__Your task__
This exercise calls for every line of the data below with the string "controls" in it.

__Records__

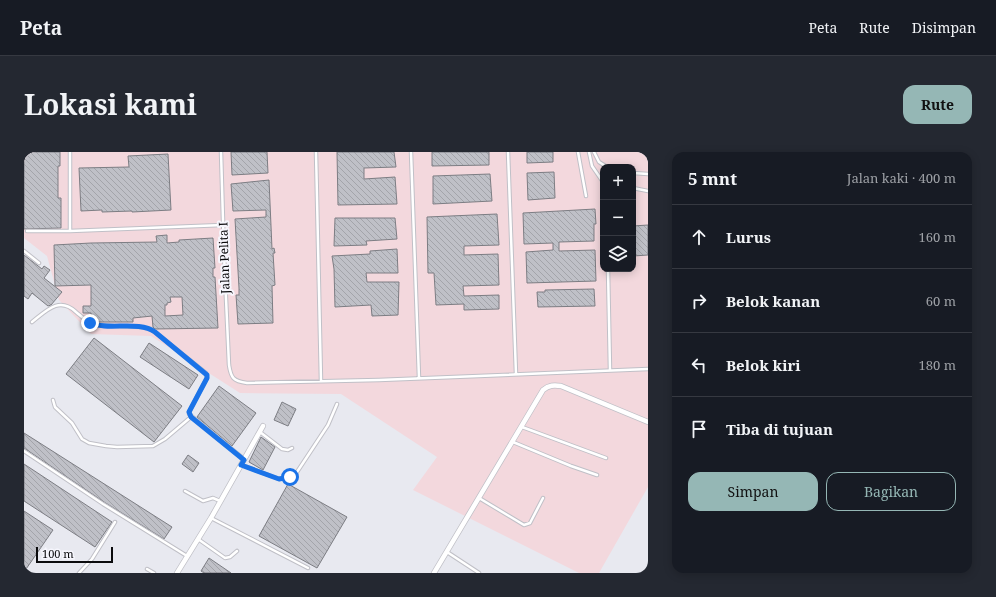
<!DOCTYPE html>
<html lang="id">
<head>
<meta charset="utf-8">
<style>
  :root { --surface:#171b24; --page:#242831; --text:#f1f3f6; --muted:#9ea1a6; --line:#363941; --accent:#95b7b5 }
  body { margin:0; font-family:"Noto Serif",serif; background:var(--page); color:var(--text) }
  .controls { position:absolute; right:12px; top:12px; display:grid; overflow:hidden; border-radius:8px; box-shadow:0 2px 10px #0003 }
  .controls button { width:36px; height:36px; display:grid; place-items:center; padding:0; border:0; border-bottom:1px solid var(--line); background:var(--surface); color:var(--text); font:20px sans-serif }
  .scale { position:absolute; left:12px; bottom:10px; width:77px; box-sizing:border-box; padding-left:4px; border:2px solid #0b0b0d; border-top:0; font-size:11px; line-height:14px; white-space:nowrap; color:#0b0b0d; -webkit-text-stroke:3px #f6f6fd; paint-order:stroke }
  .stop { position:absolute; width:12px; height:12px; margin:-9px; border:3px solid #1a73e8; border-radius:50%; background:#fff }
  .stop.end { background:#1a73e8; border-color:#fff; box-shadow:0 1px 4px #0008 }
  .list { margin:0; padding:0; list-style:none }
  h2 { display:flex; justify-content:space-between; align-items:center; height:52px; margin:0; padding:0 16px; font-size:17px }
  h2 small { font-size:13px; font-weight:400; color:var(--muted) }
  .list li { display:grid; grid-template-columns:26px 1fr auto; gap:12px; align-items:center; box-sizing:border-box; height:64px; padding:0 16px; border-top:1px solid var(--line) }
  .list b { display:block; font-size:15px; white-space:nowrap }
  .list em { font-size:13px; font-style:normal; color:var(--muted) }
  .actions { display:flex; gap:8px; padding:12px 16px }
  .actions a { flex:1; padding:9px 0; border:1px solid var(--accent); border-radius:12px; text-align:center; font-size:14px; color:var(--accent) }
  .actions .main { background:var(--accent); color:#111 }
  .icon { flex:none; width:22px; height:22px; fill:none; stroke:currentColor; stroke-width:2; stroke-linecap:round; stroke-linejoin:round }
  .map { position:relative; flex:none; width:624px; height:421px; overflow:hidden; border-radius:12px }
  header { display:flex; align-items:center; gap:24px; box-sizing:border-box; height:56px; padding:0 20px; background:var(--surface); border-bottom:1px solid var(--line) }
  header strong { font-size:19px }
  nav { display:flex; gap:22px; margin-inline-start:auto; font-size:14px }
  .intro { display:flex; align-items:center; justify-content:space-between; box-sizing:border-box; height:96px; padding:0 24px }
  h1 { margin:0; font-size:28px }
  .button { padding:10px 18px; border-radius:12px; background:var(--accent); color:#111; font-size:14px; font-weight:700 }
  main { display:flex; gap:24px; padding:0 24px }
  aside { flex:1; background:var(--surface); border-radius:12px; box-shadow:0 2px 10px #0003 }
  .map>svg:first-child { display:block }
  .industrial { fill:#f3d8dd; fill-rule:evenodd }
  .building { fill:url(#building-back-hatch); stroke:#7c7d83; fill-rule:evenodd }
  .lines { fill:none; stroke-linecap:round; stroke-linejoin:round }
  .lane-casing { stroke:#c0c0c7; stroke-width:4.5 }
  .street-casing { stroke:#c0c0c7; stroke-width:6 }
  .lane { stroke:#fff; stroke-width:2.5 }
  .street { stroke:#fff; stroke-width:4.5 }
  .route { stroke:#1a73e8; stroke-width:5 }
  .labels { text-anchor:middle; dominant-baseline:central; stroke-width:4; stroke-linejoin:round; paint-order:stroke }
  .street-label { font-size:12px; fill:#0b0b0d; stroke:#f6f6fd }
</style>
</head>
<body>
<header>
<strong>Peta</strong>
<nav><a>Peta</a><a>Rute</a><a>Disimpan</a></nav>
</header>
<div class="intro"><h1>Lokasi kami</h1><a class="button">Rute</a></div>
<main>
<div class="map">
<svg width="624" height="421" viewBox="0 0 624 421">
  <defs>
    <pattern id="building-back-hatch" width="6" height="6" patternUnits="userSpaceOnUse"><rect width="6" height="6" fill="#bfc0c7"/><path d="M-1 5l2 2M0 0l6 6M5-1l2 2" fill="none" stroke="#a3a4aa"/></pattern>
  </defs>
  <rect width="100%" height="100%" fill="#e8e9f0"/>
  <!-- industrial -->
  <path class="industrial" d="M0,0H624V335L575,421H555L389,338L413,305L317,242L216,241L127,184L67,182L35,148L23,104L0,86ZM579,15H609V117H579Z"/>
  <!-- building -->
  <path class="building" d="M0,0H36V14H34V46H37V76L0,77Z
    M207,0H243L244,21L208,23Z
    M313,0H370L372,15L340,16V27L371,25L373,52L314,53Z
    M408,0H465V13L408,14Z
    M503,0H529V10L503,11Z
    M144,2L147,58L108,60V59L78,60V58L57,59L55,16L105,15L104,4Z
    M530,20L531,46L504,48L503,21Z
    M466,22L468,49L409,52V24Z
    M245,28L248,97L250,96L251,101H249L251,133L248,134L249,171L214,172L212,143H215V136L211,67L242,65V58L209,59L207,32Z
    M571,57L572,72H570V89L535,90V99L571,98L572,129L503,131L502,100L529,98V91L500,92L499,61Z
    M473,62L475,93L440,94V103L474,102L475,133L439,134L440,144L475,143V157L440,158V152L412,153L410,121H404L403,65Z
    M311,66H371L373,87L342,89L343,93L310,94Z
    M624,73V103L609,104V74Z
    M143,83V91L155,90V88L189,86L191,116H189V125H191L194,176L131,177L129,175L128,164L109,166V170H70L67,168V161H59V154H67V133L31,134L30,93L67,91L133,90L132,84ZM146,145H158L159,163L141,164V153H143V151L147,150Z
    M373,97L374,121H342L343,130H375L374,163L348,164L347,153L311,155L310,117L308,104L346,102V99Z
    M0,103L18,117L20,114L26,118L20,126L38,140L27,153L24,154L8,141L4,147L0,144Z
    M570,137L571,154L514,155L513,140H521V138Z
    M70,186L158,254L130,290L42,222Z
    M125,191L174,223L165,237L116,205Z
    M195,234L232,261L208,294L173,265Z
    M258,250L272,257L264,274L250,268Z
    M0,281L148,375L140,387L80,350L0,296Z
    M237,285L251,295L239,318L225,310Z
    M164,303L175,311L169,320L158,312Z
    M0,312L88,370L71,395L0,349Z
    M264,332L323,365L293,416L235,384Z
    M0,359L29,378L0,420Z
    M185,406L207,421H180L177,419Z"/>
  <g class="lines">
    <defs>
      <path id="lane" d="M46,0V79L199,73
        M197,0L200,102L205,213C207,226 209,229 223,231L355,228L624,217
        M292,0L297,229
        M387,0L395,226
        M484,0L492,222
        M554,0L562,44
        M565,0L568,14L579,30
        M570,0L575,10L583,15
        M609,21L624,22
        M609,36L624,39
        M3,79H46
        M0,99L15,111
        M584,117L586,218
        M8,170C22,159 35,144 52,160C58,165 63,170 70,173L117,175L127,177L182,221L183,226L165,260V262L220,307
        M29,248L31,255L48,271L58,287L65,291L82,294L93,295L129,294L141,287L167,265
        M498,275L582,306
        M236,280L258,297L264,298L268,296
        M489,290L547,314L573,323
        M0,299L79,352L163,404
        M218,313L255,327L266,325L273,320L304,273L313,252
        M161,339L179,349L189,346L196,349
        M455,346L500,373L506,371L519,346
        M187,366L284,416
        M174,387L201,406L206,405L213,399
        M423,400L455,421
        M123,417L130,421
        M55,421L68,407L91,370"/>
      <path id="street" d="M153,421L187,366L239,274
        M410,421L519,238C525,233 530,233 537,234L624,270"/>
    </defs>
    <!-- lane casing -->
    <use href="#lane" class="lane-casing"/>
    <!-- street casing -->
    <use href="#street" class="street-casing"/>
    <!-- lane -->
    <use href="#lane" class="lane"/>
    <!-- street -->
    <use href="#street" class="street"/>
  </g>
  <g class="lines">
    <!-- route -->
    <path class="route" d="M66,171C85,179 114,168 131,180L183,223V226L165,260L167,265L220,308L217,313L255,327L266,325"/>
  </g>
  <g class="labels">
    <!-- street labels -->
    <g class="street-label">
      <text transform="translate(200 106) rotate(-92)">Jalan Pelita I</text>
    </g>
  </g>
</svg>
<div class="controls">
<button>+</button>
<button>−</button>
<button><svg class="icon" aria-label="layers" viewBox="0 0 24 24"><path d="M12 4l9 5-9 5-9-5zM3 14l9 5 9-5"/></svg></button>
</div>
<div class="scale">100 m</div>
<div class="stop" style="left:266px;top:325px"></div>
<div class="stop end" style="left:66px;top:171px"></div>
</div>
<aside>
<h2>5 mnt<small>Jalan kaki · 400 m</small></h2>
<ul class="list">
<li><svg class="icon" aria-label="ahead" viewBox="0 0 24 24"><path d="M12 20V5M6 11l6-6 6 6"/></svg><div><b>Lurus</b></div><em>160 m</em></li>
<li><svg class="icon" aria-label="right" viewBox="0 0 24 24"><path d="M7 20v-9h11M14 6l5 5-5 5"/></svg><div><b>Belok kanan</b></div><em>60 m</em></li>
<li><svg class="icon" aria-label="left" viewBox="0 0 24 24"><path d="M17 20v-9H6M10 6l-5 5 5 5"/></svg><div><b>Belok kiri</b></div><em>180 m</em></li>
<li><svg class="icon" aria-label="arrive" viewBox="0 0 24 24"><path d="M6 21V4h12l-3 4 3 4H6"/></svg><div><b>Tiba di tujuan</b></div></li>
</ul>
<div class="actions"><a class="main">Simpan</a><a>Bagikan</a></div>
</aside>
</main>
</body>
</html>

__Response below__
  .controls { position:absolute; right:12px; top:12px; display:grid; overflow:hidden; border-radius:8px; box-shadow:0 2px 10px #0003 }
  .controls button { width:36px; height:36px; display:grid; place-items:center; padding:0; border:0; border-bottom:1px solid var(--line); background:var(--surface); color:var(--text); font:20px sans-serif }
<div class="controls">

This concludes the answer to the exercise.